_WORK TO COMPLETE:_
Go through the records below and show every line with the string "button".

_MATERIAL SUPPLIED:_

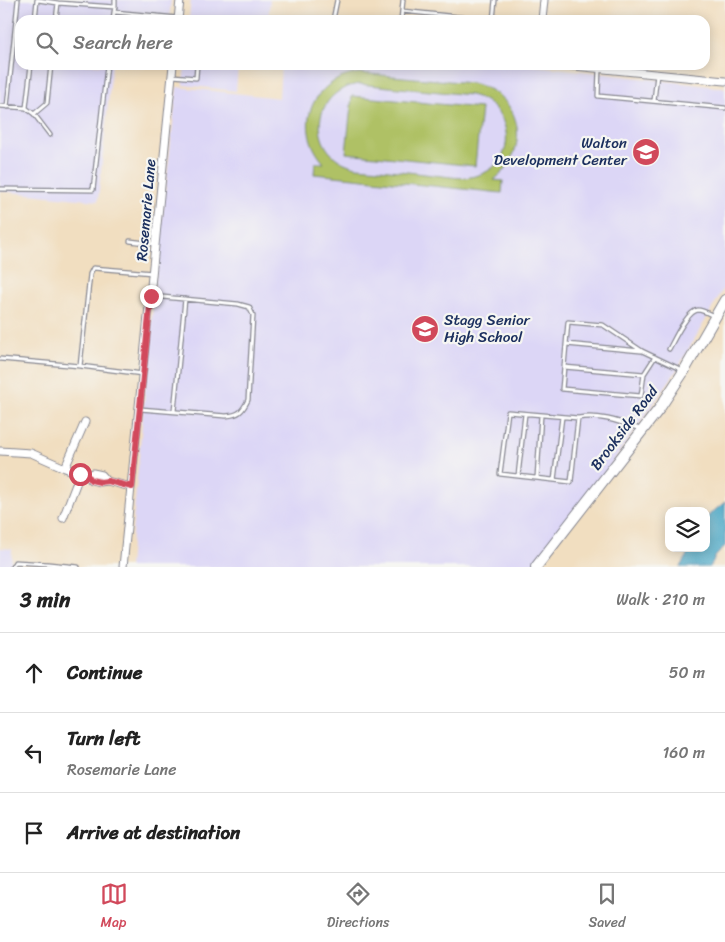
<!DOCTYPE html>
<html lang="en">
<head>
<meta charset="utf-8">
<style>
	body { margin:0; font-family:Sriracha,sans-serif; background:#f2f2f2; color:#222 }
	.controls { position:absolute; right:15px; bottom:15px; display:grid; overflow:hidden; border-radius:10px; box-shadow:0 2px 12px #0003 }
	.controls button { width:45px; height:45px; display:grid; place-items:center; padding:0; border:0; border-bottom:1px solid #e0e0e0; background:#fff; color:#222; font:25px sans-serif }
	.stop { position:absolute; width:15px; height:15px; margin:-11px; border:4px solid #d1495b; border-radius:50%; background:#fff }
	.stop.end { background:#d1495b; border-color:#fff; box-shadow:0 1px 5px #0008 }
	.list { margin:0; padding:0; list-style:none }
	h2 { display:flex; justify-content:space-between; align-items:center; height:65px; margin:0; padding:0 20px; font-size:21px }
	h2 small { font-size:16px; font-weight:400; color:#767676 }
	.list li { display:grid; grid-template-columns:32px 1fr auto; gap:15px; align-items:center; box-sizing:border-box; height:80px; padding:0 20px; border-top:1px solid #e0e0e0 }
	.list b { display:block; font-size:19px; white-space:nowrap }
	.list p { margin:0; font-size:16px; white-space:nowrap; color:#767676 }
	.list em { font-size:16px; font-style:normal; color:#767676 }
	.icon { flex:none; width:28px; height:28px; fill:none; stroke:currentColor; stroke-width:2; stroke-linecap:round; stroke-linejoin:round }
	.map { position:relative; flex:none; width:725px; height:567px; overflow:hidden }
	.search { position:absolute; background:#fff; box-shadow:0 2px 12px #0003; left:15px; right:15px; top:15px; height:55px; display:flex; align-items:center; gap:12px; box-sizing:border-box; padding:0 18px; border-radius:15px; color:#767676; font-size:19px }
	.sheet { height:305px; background:#fff }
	nav { display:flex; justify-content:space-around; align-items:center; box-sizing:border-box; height:70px; border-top:1px solid #e0e0e0; background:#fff; font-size:14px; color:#767676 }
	nav a { display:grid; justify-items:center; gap:2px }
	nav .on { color:#d1495b }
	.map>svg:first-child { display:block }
</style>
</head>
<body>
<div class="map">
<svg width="725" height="567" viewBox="0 0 725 567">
	<rect width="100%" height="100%" fill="#f6f6f2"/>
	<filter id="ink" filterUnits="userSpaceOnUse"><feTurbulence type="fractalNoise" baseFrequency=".02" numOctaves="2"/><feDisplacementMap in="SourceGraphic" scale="10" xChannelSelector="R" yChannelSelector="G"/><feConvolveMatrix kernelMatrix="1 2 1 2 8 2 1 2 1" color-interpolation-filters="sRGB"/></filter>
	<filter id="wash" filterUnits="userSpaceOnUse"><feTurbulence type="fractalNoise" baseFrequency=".0096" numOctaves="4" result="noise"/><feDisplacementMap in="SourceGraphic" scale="20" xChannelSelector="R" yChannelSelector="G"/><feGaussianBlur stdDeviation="1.12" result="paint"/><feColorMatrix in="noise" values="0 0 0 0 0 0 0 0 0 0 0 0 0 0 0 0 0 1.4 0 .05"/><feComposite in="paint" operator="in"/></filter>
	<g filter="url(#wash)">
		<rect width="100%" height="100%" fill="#f1dec0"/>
		<path fill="#dcd6f6" d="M 0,0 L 171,0 L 169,20 L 20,20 L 20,65 L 112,65 L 98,201 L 0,191 Z
			M 191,0 L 270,0 L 268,20 L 189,19 Z
			M 185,65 L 238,65 L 236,91 L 183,85 Z
			M 281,65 L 529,65 L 725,88 L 725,286 L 675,373 L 539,567 L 129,567 L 155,283 L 177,87 L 279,98 Z
			M 0,548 L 12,549 L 11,567 L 0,567 Z"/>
		<path fill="#afc165" stroke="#657862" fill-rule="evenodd" d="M 359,73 L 471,83 C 522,93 533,148 494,180 L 503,181 L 502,193 L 314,174 L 315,163 L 324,163 C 292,127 312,79 359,73 ZM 359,84 L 470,95 C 514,104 521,165 475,176 C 462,180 447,176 433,175 C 408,172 382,169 357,167 C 306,157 309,91 359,84 Z
			M 352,96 L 481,108 L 475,166 L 346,153 Z"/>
		<path fill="#46a6c5" stroke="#306a92" d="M 725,502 L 725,546 L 715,557 L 710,567 L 680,567 L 691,548 L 706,548 L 706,519 L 709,515 Z"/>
	</g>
	<g filter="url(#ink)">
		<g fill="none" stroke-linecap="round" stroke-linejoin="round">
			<g stroke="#86868f" stroke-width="5.5">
				<path id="lane" d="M 38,0 L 58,3 L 56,20
					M 58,3 L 115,7 L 115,0
					M 115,7 L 114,12 L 178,18
					M 402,11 L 487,20
					M 35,20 L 37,0
					M 113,20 L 114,12
					M 333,20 L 337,0
					M 401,20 L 403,0
					M 493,20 L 495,0
					M 599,69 L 598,96 L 725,108
					M 173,76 L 196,78 L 197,65
					M 654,101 L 657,74
					M 0,106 L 26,108 L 34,114 L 50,135
					M 7,107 L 18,0
					M 26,108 L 31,65
					M 34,114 L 47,103 L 51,65
					M 0,189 L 93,190 L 107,65
					M 130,241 L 154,244
					M 566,344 L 641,351
					M 669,349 C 674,340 687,311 698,310 C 703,310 709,314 714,316
					M 0,359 L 80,366
					M 564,367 L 568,322 L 603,325 L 642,351 L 682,370
					M 143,374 L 80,366 L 90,274 L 93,268 L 153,273
					M 644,374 L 564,367 L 562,389 L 641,396 L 644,374 L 655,357
					M 140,409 L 226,416 C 239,415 242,412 248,400 L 253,315 L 249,307 L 238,304 L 151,296
					M 174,411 L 185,299
					M 578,418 L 571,482 L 500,474 L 508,412 L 578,418 C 599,414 620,422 640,429
					M 518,476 L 525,414
					M 537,478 L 541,415
					M 554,480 L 562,417
					M 12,567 L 15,562 L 48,564 L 78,567"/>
			</g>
			<g stroke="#86868f" stroke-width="9">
				<path id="street" d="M 178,20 L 180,0
					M 542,20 L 544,0
					M 564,65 L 725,81
					M 0,451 L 31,453 L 65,468 L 89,477 L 91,480 L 99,482 L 107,481 L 131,487
					M 65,468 L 85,422
					M 89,477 L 93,473 L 102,475 L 107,481
					M 63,518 L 80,474
					M 123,567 L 173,65"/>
			</g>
			<g stroke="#86868f" stroke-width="12">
				<path id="secondary" d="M 536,567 L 659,409 L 684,371 L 725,300"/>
			</g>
			<use href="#lane" stroke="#fff" stroke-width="3"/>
			<use href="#street" stroke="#fff" stroke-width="7"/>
			<use href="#secondary" stroke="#fff" stroke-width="10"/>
		</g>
	</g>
	<g fill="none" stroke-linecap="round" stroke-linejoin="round" filter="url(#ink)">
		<path stroke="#d1495b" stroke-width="6" d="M 80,474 L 89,477 L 91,480 L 100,482 L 108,481 L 132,487 L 151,296"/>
	</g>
	<defs>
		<g id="school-disc" transform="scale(1.4375)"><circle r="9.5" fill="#d1495b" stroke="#f6f6f2"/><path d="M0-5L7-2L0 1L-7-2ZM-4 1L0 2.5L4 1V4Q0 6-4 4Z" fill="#fff"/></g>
	</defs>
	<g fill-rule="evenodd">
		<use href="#school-disc" x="646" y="152"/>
		<use href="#school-disc" x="425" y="329"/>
	</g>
	<g text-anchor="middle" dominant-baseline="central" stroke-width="4.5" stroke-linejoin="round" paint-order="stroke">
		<g font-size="15" fill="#1b2f5e" stroke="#f6f6f2" text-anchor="end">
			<text x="627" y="143">Walton<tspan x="627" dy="17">Development Center</tspan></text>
			<text x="444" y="320" text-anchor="start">Stagg Senior<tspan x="444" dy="17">High School</tspan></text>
		</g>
		<g font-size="15" fill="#1b2f5e" stroke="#f6f6f2">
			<text transform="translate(146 210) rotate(-85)">Rosemarie Lane</text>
			<text transform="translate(624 428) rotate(-53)">Brookside Road</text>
		</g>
	</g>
</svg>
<div class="controls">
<button><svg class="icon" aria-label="layers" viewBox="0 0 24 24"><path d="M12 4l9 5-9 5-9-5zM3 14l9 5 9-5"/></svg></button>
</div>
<div class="stop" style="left:80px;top:474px"></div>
<div class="stop end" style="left:151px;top:296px"></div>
<div class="search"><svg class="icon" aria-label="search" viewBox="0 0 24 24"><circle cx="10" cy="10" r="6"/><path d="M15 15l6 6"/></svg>Search here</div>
</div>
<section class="sheet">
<h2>3 min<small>Walk · 210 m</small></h2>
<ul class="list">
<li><svg class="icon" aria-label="ahead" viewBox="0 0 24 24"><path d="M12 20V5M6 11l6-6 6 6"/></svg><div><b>Continue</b></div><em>50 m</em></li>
<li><svg class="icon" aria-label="left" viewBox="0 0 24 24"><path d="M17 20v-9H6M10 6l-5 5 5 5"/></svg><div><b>Turn left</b><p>Rosemarie Lane</p></div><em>160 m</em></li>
<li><svg class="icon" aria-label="arrive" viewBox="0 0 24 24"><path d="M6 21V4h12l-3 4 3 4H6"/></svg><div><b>Arrive at destination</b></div></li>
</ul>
</section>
<nav>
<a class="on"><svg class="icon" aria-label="map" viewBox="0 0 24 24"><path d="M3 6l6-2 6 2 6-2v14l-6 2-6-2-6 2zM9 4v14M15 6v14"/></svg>Map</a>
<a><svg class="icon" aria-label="directions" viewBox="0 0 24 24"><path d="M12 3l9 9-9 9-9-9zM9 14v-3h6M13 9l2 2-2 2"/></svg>Directions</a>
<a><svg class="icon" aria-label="saved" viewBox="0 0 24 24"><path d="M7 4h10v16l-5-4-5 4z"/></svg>Saved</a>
</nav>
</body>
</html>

_TASK OUTPUT:_
	.controls button { width:45px; height:45px; display:grid; place-items:center; padding:0; border:0; border-bottom:1px solid #e0e0e0; background:#fff; color:#222; font:25px sans-serif }
<button><svg class="icon" aria-label="layers" viewBox="0 0 24 24"><path d="M12 4l9 5-9 5-9-5zM3 14l9 5 9-5"/></svg></button>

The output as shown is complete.